→ **WHAT THE TASK ASKS**:
When you print the records below, keep every word exact and leave out the images.
──────── DATA EXTRACT
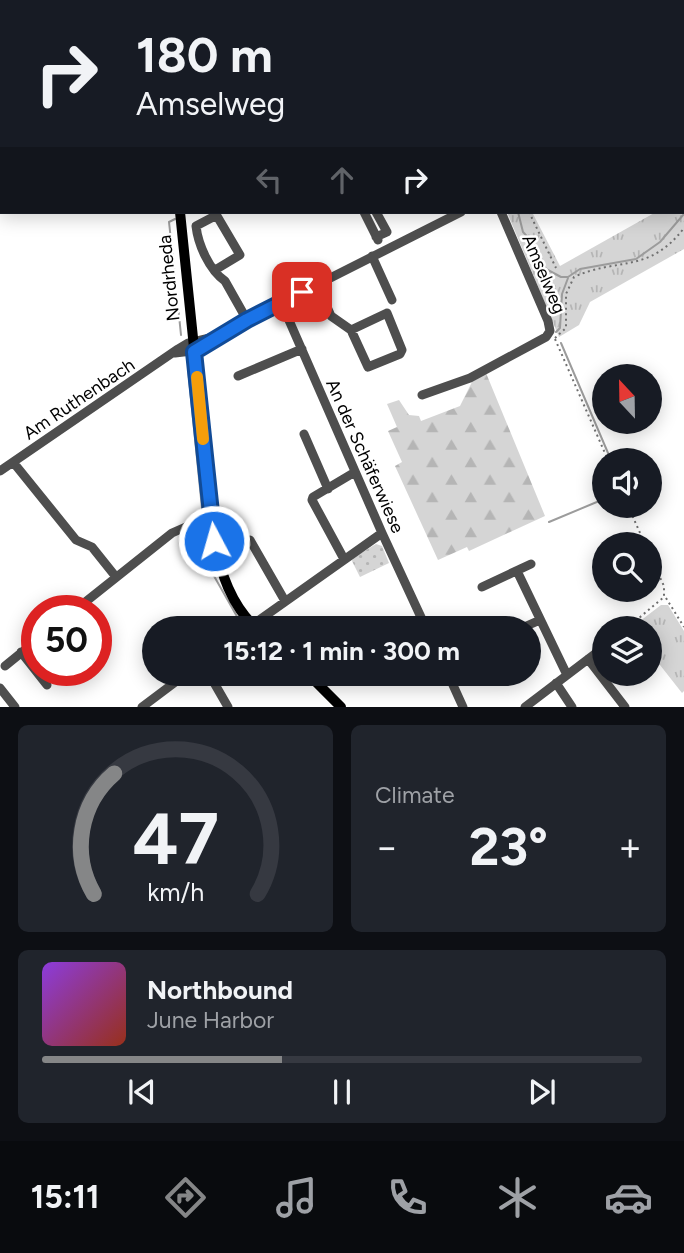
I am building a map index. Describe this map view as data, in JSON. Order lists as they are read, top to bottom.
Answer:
{
  "streets": {
    "main road": ["Nordrheda"],
    "street": ["Amselweg", "Am Ruthenbach", "An der Schäferwiese"]
  },
  "crossings": [
    ["Nordrheda", "Am Ruthenbach"]
  ],
  "north": "top",
  "page": {
    "turn": ["180 m", "Amselweg"],
    "limit": "50",
    "trip": "15:12 · 1 min · 300 m",
    "tile": "Climate",
    "heat": ["−", "23°", "+"],
    "song": ["Northbound", "June Harbor"],
    "tabs": "15:11",
    "gauge": ["47", "km/h"]
  }
}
────────────────
→ **WRITTEN ANSWER**:
I am building a map index. Describe this map view as data, in JSON. Order lists as they are read, top to bottom.
Answer:
{
  "streets": {
    "main road": ["Nordrheda"],
    "street": ["Amselweg", "Am Ruthenbach", "An der Schäferwiese"]
  },
  "crossings": [
    ["Nordrheda", "Am Ruthenbach"]
  ],
  "north": "top",
  "page": {
    "turn": ["180 m", "Amselweg"],
    "limit": "50",
    "trip": "15:12 · 1 min · 300 m",
    "tile": "Climate",
    "heat": ["−", "23°", "+"],
    "song": ["Northbound", "June Harbor"],
    "tabs": "15:11",
    "gauge": ["47", "km/h"]
  }
}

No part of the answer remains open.